Pesimus mengutuk “Tuhan pasti tidak adil! saya belum juga menikah dan memiliki kapal pesiar! Baiklah, karena toh 3 bulan lagi saya akan mati, maka saya akan menggunakan hidup yang tersisa untuk menikmati dunia. Hutang yang banyak, toh 3 bulan lagi meninggal, berzina, berjudi, merampok, hahahahaha” (dengan tawa khas penjahat).
Optimus bersyukur “Alhamdulillah, sebentar lagi aku akan bertemu Allah dan kekasihku Muhammad, masih untuk aku diingatkan 3 bulan lagi akan meninggal, sementara banyak yang meninggal tanpa persiapan sedikitpun. Semoga 3 bulan ini bisa aku maksimalkan untuk beribadah yang banyak, menyelesaikan amanah, dan mungkin menulis buku atau mewakafkan hartaku untuk menjadi amal jariyah”
Kita tidak selalu bisa memilih apa yang akan terjadi pada diri kita, karena hidup tidak selalu pilihan. Namun, kita jelas bisa memilih bagaimana menyikapinya.
Karena suatu peristiwa pada hakekatnya tidak memiliki nilai yang baik atau nilai yang buruk sampai kita menggunakan standar kita untuk menilai baik atau buruknya.
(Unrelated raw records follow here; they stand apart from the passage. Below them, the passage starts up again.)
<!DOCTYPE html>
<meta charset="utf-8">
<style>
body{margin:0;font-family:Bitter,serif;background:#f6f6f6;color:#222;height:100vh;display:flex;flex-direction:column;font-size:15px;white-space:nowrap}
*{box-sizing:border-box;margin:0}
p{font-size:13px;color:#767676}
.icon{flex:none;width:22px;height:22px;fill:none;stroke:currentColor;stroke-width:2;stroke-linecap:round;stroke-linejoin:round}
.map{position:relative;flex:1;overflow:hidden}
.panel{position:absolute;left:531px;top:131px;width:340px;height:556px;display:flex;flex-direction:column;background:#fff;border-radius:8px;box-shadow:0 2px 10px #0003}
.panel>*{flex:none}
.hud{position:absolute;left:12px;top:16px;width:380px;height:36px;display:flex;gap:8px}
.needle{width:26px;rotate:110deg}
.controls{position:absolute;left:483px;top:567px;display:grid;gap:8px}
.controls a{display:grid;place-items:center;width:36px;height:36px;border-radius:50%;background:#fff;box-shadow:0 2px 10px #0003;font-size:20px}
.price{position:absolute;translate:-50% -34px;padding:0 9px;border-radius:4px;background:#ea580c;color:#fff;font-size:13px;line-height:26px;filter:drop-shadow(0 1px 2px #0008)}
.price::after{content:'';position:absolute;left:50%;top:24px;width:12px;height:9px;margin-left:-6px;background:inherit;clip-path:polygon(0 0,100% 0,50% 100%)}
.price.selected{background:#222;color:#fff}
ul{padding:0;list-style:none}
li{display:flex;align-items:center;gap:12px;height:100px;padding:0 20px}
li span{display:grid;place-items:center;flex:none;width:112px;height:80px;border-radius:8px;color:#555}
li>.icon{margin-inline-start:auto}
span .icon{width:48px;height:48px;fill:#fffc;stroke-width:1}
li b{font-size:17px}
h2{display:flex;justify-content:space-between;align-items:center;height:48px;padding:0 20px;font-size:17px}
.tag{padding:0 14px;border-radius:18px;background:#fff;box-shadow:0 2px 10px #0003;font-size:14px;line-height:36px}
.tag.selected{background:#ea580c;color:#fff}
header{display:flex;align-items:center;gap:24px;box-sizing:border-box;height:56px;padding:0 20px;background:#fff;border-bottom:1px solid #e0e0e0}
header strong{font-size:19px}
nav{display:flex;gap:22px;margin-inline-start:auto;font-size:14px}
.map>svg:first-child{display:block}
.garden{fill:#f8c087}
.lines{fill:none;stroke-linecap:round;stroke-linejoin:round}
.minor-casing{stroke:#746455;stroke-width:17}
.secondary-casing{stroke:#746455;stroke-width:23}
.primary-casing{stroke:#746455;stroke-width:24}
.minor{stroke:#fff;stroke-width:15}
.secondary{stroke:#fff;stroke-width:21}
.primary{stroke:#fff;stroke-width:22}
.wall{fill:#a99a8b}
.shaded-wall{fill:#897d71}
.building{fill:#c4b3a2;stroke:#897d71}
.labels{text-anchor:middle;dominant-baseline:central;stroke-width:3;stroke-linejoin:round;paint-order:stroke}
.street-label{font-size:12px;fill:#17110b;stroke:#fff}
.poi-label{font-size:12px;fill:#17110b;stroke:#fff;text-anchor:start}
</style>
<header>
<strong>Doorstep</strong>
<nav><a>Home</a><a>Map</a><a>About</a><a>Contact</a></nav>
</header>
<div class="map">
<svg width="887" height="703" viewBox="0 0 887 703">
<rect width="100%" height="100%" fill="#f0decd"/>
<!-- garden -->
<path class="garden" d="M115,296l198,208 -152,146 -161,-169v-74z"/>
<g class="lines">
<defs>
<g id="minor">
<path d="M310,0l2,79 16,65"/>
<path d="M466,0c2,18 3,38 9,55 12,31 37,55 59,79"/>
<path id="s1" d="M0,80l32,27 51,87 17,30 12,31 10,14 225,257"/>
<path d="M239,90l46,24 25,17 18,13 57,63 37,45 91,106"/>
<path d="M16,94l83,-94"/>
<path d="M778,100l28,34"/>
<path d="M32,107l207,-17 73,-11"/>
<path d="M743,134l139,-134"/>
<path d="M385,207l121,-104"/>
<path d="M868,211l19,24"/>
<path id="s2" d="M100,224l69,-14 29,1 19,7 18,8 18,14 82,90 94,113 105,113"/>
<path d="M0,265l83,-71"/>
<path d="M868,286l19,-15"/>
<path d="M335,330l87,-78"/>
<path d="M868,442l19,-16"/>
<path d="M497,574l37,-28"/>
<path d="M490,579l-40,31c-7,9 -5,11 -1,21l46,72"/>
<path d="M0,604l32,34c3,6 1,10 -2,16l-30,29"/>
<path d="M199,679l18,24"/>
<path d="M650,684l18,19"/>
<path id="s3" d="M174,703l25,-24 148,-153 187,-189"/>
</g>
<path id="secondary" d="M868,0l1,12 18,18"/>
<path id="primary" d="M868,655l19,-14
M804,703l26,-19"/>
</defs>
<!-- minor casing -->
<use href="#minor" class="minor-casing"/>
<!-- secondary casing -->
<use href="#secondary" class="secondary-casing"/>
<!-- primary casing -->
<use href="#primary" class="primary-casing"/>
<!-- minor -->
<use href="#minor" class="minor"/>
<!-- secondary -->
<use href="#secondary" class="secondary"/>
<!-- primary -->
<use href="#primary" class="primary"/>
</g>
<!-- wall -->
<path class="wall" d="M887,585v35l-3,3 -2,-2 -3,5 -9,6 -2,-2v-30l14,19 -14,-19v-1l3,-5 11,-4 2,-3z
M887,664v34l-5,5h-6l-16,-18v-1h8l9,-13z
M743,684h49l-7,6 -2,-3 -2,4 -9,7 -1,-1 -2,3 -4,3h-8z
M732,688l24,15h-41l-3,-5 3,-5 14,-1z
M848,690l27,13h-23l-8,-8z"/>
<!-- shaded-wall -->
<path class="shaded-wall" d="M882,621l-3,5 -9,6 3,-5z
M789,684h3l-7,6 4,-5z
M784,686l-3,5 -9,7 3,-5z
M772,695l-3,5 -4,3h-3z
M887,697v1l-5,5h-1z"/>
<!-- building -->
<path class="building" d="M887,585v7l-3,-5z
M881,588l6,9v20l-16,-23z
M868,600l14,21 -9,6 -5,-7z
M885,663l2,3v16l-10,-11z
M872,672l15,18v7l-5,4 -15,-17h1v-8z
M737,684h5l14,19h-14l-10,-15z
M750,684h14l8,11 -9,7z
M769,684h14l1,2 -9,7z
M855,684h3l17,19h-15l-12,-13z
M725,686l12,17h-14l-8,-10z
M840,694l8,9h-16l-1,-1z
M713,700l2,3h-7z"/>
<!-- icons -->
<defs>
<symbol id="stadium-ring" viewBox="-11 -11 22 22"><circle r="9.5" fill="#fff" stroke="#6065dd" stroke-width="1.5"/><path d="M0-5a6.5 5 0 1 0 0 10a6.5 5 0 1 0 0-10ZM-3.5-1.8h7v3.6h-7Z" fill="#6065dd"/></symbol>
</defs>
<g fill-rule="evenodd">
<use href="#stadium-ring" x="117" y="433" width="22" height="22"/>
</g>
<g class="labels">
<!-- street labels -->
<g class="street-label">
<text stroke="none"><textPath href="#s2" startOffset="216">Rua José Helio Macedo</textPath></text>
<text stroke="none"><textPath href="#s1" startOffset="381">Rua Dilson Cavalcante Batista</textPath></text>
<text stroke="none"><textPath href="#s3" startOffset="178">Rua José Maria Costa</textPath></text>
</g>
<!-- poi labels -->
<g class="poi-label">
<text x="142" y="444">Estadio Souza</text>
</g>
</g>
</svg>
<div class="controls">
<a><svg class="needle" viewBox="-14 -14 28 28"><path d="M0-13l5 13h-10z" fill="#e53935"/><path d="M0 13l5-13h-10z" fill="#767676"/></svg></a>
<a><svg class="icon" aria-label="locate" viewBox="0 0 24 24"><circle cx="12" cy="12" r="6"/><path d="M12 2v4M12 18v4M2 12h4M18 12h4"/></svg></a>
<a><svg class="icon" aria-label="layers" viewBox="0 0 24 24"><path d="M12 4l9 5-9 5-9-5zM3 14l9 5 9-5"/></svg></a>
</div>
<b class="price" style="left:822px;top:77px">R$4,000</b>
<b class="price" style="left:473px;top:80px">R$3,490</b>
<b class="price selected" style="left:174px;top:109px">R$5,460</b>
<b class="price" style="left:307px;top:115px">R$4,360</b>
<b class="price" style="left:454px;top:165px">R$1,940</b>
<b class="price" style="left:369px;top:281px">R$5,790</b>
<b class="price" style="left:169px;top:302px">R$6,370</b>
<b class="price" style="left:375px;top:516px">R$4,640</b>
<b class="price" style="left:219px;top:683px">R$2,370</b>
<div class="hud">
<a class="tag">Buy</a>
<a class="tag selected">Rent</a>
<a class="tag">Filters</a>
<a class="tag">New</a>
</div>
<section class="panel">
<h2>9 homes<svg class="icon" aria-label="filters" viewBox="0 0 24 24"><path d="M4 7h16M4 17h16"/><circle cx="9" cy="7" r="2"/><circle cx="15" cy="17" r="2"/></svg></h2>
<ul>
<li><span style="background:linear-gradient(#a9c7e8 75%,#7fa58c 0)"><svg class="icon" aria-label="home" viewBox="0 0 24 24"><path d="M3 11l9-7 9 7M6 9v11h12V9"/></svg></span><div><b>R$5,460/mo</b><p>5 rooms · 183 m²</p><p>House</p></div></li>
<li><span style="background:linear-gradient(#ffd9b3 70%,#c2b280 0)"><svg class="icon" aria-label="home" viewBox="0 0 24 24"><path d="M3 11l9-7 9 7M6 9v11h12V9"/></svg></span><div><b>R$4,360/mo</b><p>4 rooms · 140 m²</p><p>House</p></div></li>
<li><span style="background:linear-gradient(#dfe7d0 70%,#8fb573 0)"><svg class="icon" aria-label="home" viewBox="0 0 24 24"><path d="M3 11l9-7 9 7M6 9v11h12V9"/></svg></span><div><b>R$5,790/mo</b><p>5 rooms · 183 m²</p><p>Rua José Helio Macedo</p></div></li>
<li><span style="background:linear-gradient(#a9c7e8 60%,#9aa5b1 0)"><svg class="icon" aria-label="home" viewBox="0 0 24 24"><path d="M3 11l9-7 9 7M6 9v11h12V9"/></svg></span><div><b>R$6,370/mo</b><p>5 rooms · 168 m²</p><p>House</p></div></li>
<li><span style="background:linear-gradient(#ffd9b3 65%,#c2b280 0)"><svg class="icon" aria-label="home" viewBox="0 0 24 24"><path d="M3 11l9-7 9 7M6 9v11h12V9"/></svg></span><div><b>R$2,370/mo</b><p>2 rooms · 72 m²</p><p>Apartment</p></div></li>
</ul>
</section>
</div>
Kita tidak akan pernah tahu kemana angin akan bertiup, namun kita jelaspunya pilihan untuk mengendalikan kapal layar.
Namun, tidak semua orang sadar akan kemampuan yang istimewa ini. Seringkali manusia tidak sadar bahwa mereka memiliki kendali atas apapun yang terjadi pada mereka, sebaliknya mereka justru (merasa–red) menjadi korban atas kejadian itu.
Tipe Pesimus, adalah orang-orang yang tidak dapat mengendalikan dirinya sendiri, tidak bertanggung jawab atas apapun yang terjadi pada mereka. Dan senjata paling hebat pada orang-orang semacam ini adalah alasan. Excuses.
Mengapa datang terlambat? Otak tipe pesimus akan segera menghasilkan ribuan alasan untuk bisa lepas dari masalah. Mulai dari sakit perut, hujan, nenek meninggal, tetangga tahlilan, mengantar istri belanja, dan yang jelas alasan macet!
Para Pesimus selalu mencari cara agar dirinya lepas dari tanggung jawab dengan mencari kambing hitam sebagai tempat menumpahkan tanggung jawab. Ketika mereka menyalahkan ‘macet’ sebagai alasan terlambat, pada hakekatnya mereka ingin bicara “Bukan salah saya terlambat, macetlah yang salah!”.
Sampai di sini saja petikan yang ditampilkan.